• **Problem details**: Copy every record exactly, and keep the pictures out.

• **Records for processing**:
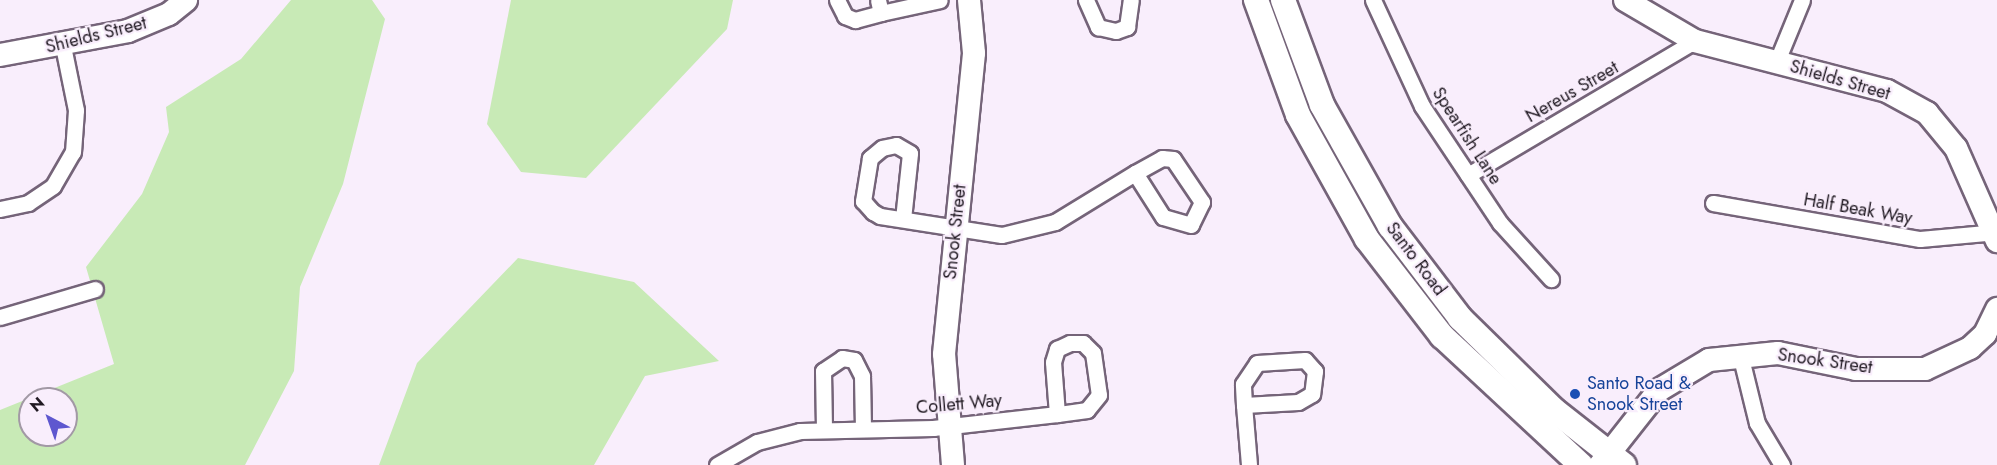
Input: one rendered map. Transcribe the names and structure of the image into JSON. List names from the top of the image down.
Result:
{
  "streets": {
    "main road": ["Santo Road"],
    "street": [
      "Shields Street",
      "Nereus Street",
      "Spearfish Lane",
      "Half Beak Way",
      "Snook Street",
      "Collett Way"
    ]
  },
  "crossings": [
    ["Shields Street", "Nereus Street"],
    ["Shields Street", "Half Beak Way"],
    ["Nereus Street", "Spearfish Lane"],
    ["Snook Street", "Santo Road"],
    ["Snook Street", "Collett Way"]
  ],
  "places": ["Santo Road & Snook Street"],
  "north": "top left"
}
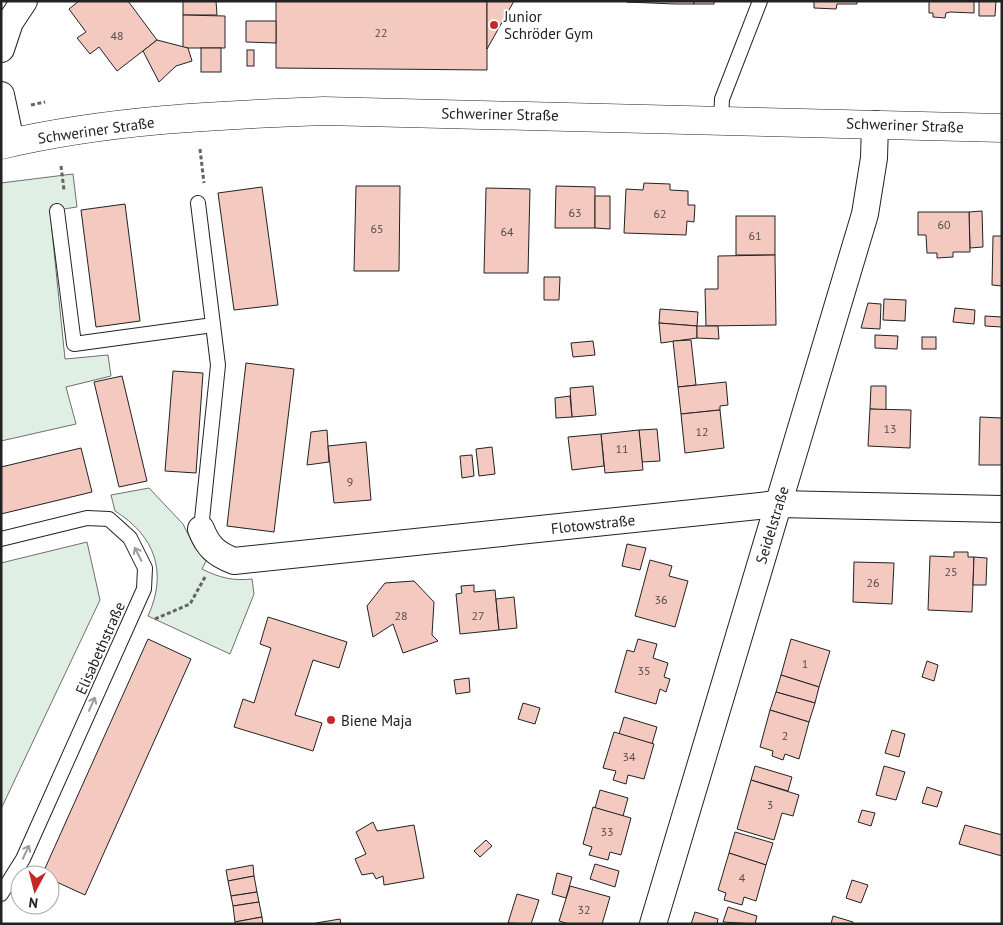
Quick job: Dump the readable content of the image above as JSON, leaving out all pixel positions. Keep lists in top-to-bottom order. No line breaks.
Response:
{"streets":{"main road":["Schweriner Straße"],"street":["Flotowstraße","Seidelstraße"],"lane":["Elisabethstraße"]},"crossings":[["Schweriner Straße","Seidelstraße"],["Flotowstraße","Seidelstraße"]],"places":["Junior Schröder Gym","Biene Maja"],"house_numbers":["22","48","63","62","60","65","64","61","13","12","11","9","25","26","36","28","27","1","35","2","34","3","33","4","32"],"north":"bottom"}
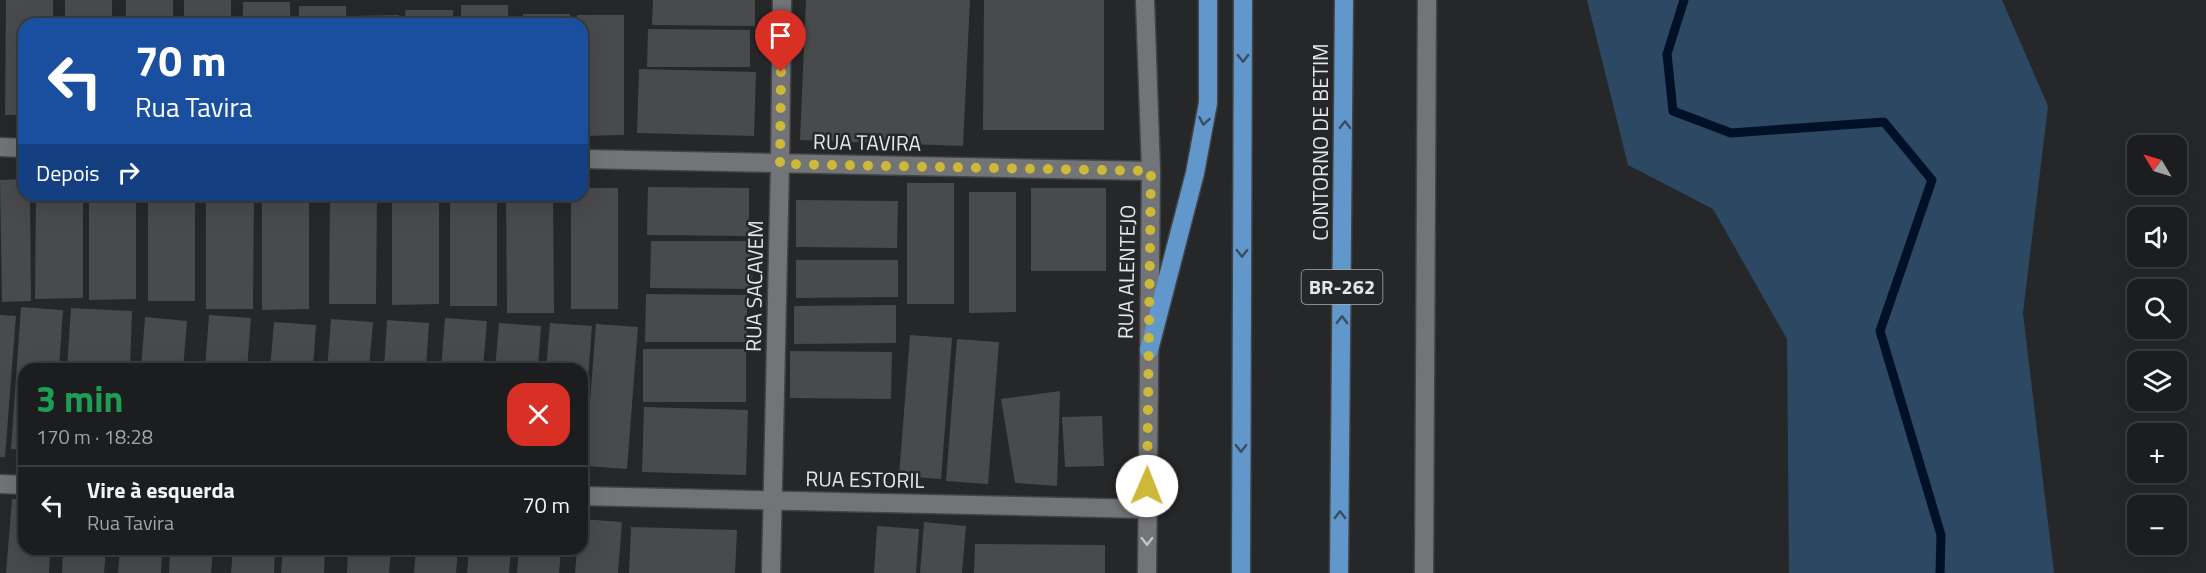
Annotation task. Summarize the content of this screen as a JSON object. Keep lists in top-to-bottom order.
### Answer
{
  "streets": {
    "highway": ["CONTORNO DE BETIM", "BR-262"],
    "street": [
      "RUA TAVIRA",
      "RUA ALENTEJO",
      "RUA SACAVEM",
      "RUA ESTORIL"
    ]
  },
  "crossings": [
    ["RUA TAVIRA", "RUA ALENTEJO"],
    ["RUA TAVIRA", "RUA SACAVEM"],
    ["RUA ALENTEJO", "RUA ESTORIL"],
    ["RUA SACAVEM", "RUA ESTORIL"]
  ],
  "north": "top left",
  "page": {
    "turn": ["70 m", "Rua Tavira"],
    "map_buttons": ["+", "−"],
    "then": "Depois",
    "heading": ["3 min", "170 m · 18:28"],
    "list": [
      {
        "name": "Vire à esquerda",
        "note": "Rua Tavira",
        "value": "70 m"
      }
    ]
  }
}
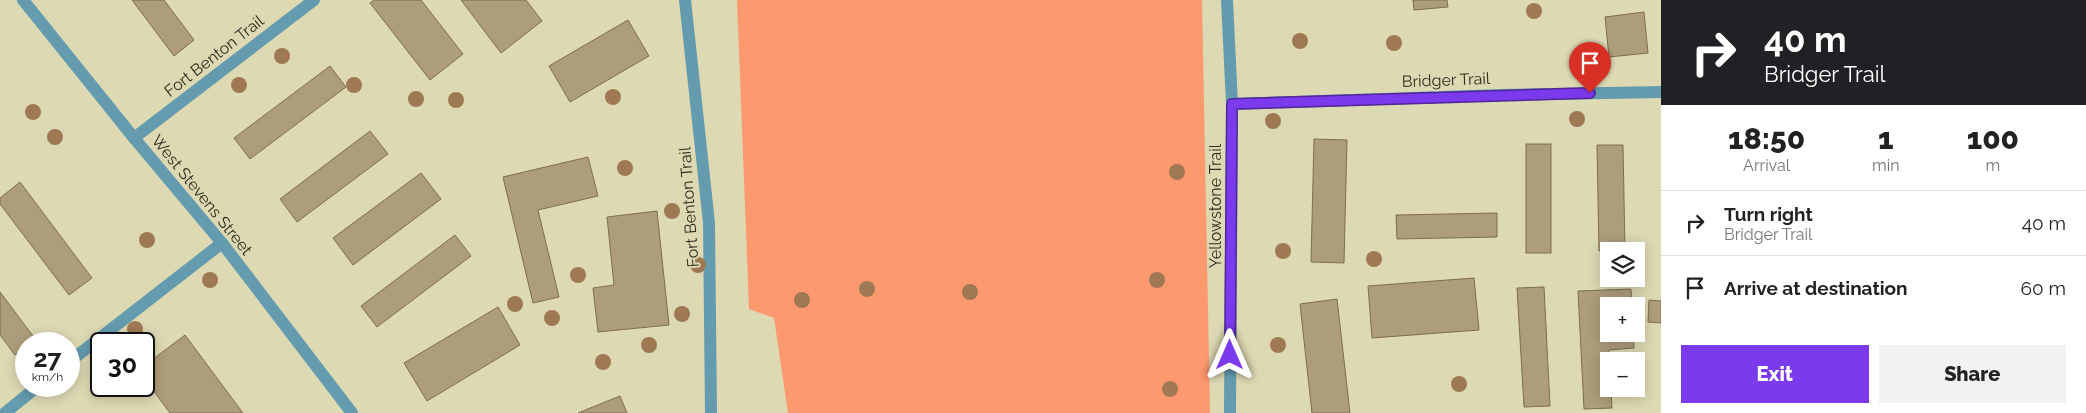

• **Your response**:
Input: one rendered map. Transcribe the names and structure of the image into JSON. List names from the top of the image down.
Result:
{
  "streets": {
    "main road": ["Santo Road"],
    "street": [
      "Shields Street",
      "Nereus Street",
      "Spearfish Lane",
      "Half Beak Way",
      "Snook Street",
      "Collett Way"
    ]
  },
  "crossings": [
    ["Shields Street", "Nereus Street"],
    ["Shields Street", "Half Beak Way"],
    ["Nereus Street", "Spearfish Lane"],
    ["Snook Street", "Santo Road"],
    ["Snook Street", "Collett Way"]
  ],
  "places": ["Santo Road & Snook Street"],
  "north": "top left"
}
Quick job: Dump the readable content of the image above as JSON, leaving out all pixel positions. Keep lists in top-to-bottom order. No line breaks.
Response:
{"streets":{"main road":["Schweriner Straße"],"street":["Flotowstraße","Seidelstraße"],"lane":["Elisabethstraße"]},"crossings":[["Schweriner Straße","Seidelstraße"],["Flotowstraße","Seidelstraße"]],"places":["Junior Schröder Gym","Biene Maja"],"house_numbers":["22","48","63","62","60","65","64","61","13","12","11","9","25","26","36","28","27","1","35","2","34","3","33","4","32"],"north":"bottom"}
Annotation task. Summarize the content of this screen as a JSON object. Keep lists in top-to-bottom order.
### Answer
{
  "streets": {
    "highway": ["CONTORNO DE BETIM", "BR-262"],
    "street": [
      "RUA TAVIRA",
      "RUA ALENTEJO",
      "RUA SACAVEM",
      "RUA ESTORIL"
    ]
  },
  "crossings": [
    ["RUA TAVIRA", "RUA ALENTEJO"],
    ["RUA TAVIRA", "RUA SACAVEM"],
    ["RUA ALENTEJO", "RUA ESTORIL"],
    ["RUA SACAVEM", "RUA ESTORIL"]
  ],
  "north": "top left",
  "page": {
    "turn": ["70 m", "Rua Tavira"],
    "map_buttons": ["+", "−"],
    "then": "Depois",
    "heading": ["3 min", "170 m · 18:28"],
    "list": [
      {
        "name": "Vire à esquerda",
        "note": "Rua Tavira",
        "value": "70 m"
      }
    ]
  }
}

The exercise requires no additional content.